The reasoning for this is based on the RFC-5246 (TLS v1.2) the certificate 
bundle is a list of certificates that is defined as:
{quote}
   certificate_list
      This is a sequence (chain) of certificates.  The sender's
      certificate MUST come first in the list.  Each following
      certificate MUST directly certify the one preceding it.  Because
      certificate validation requires that root keys be distributed
      independently, the self-signed certificate that specifies the root
      certificate authority MAY be omitted from the chain, under the
      assumption that the remote end must already possess it in order to
      validate it in any case.
{quote}

In our system that assumption about the rootCA should be valid, and every 
component and the client should have the rootCA in their respective 
TrustStores, so we do not need that at the end of the list in the PEM files.
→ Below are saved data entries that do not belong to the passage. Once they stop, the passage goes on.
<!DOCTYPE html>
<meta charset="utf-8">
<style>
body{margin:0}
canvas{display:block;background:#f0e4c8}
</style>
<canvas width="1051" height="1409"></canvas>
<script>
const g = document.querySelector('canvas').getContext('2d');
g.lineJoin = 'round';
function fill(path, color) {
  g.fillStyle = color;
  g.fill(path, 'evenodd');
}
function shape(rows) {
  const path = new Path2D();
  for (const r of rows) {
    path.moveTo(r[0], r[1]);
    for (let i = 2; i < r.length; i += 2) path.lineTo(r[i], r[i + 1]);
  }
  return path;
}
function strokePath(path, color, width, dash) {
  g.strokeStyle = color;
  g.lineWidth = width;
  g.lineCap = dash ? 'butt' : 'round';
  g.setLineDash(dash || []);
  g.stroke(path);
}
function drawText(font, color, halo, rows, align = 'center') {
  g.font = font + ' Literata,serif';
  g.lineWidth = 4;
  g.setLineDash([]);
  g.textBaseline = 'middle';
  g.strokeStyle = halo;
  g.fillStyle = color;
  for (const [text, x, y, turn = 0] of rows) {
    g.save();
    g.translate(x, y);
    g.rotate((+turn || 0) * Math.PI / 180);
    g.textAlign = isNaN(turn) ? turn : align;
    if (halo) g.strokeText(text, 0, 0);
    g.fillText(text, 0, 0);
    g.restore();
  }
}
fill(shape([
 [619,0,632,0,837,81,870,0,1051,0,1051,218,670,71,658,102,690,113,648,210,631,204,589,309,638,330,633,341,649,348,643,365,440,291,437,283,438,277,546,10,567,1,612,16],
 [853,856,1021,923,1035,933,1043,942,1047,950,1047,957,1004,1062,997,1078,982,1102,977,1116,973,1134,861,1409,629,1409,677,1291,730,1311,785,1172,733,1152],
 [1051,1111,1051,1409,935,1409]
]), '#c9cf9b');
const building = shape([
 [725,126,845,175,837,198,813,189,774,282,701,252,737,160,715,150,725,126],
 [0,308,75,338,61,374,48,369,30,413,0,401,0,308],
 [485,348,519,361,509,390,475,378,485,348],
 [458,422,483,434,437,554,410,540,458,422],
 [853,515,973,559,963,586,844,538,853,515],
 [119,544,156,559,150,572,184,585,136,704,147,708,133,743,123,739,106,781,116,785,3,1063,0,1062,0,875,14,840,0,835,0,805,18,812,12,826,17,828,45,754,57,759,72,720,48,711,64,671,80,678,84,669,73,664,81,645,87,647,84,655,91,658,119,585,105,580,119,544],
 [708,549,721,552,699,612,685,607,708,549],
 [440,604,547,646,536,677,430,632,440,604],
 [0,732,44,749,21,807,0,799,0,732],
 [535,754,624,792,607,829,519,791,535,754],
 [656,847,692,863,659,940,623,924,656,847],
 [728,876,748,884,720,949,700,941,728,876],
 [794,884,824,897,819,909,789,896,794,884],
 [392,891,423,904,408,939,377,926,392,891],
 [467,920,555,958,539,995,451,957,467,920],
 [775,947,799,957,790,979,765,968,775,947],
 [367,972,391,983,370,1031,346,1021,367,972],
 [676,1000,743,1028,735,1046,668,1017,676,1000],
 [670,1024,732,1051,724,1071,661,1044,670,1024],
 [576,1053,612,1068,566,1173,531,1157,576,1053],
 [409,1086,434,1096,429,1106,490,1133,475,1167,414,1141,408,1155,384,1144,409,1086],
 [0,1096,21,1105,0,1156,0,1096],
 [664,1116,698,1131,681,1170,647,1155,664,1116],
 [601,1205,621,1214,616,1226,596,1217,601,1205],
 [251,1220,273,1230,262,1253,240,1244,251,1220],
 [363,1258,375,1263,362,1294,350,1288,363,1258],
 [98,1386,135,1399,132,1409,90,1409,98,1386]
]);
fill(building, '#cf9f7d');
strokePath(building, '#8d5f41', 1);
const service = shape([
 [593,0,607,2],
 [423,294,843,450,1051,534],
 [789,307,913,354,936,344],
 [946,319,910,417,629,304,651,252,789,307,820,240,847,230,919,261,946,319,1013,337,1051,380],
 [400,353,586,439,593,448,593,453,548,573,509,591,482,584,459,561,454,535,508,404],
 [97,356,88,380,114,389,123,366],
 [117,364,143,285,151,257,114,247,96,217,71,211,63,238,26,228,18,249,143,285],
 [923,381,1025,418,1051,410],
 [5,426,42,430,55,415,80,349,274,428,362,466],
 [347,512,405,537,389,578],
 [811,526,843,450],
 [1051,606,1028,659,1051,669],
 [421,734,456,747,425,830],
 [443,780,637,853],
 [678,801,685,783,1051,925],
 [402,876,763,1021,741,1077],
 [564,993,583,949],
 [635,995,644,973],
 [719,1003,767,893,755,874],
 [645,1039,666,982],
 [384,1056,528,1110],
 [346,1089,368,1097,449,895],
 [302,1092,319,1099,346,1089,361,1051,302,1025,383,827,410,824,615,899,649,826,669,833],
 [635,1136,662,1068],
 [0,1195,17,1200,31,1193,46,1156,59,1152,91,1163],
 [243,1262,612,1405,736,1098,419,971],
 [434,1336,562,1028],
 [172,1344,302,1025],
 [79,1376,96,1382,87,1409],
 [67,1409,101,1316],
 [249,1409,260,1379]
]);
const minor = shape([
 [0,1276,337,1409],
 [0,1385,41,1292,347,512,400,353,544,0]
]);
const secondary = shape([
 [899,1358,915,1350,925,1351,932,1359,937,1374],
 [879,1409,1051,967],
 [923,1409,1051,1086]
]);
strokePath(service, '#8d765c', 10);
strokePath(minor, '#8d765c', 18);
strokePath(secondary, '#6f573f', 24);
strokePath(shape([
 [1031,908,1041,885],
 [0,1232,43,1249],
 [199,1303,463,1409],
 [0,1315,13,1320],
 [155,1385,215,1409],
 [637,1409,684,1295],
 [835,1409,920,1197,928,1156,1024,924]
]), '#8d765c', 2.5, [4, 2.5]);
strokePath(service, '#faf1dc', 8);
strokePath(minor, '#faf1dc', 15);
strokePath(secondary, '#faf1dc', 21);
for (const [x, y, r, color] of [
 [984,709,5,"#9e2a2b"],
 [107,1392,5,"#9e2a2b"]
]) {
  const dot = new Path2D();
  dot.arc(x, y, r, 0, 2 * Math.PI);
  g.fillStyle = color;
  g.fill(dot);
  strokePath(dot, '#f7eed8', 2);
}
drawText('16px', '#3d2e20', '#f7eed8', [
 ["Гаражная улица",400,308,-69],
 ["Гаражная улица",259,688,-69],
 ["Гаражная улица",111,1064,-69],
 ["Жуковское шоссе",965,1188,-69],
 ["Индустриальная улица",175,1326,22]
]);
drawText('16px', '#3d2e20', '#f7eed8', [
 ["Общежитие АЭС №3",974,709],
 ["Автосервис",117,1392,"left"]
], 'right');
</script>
Also openssl verification would throw a warn on such certificate chains, as 
there is a self-signed certificate in the chain, that is not signed by any 
Certificate Authority that is in the default certificate authority bundle.

TLS 1.3 is defining the list without the mention of self signed certificates, 
but it eases the ordering requirement of 1.2, and does not introduce other 
changes, so this kind of certificate bundles work with TLS1.2, and 1.3.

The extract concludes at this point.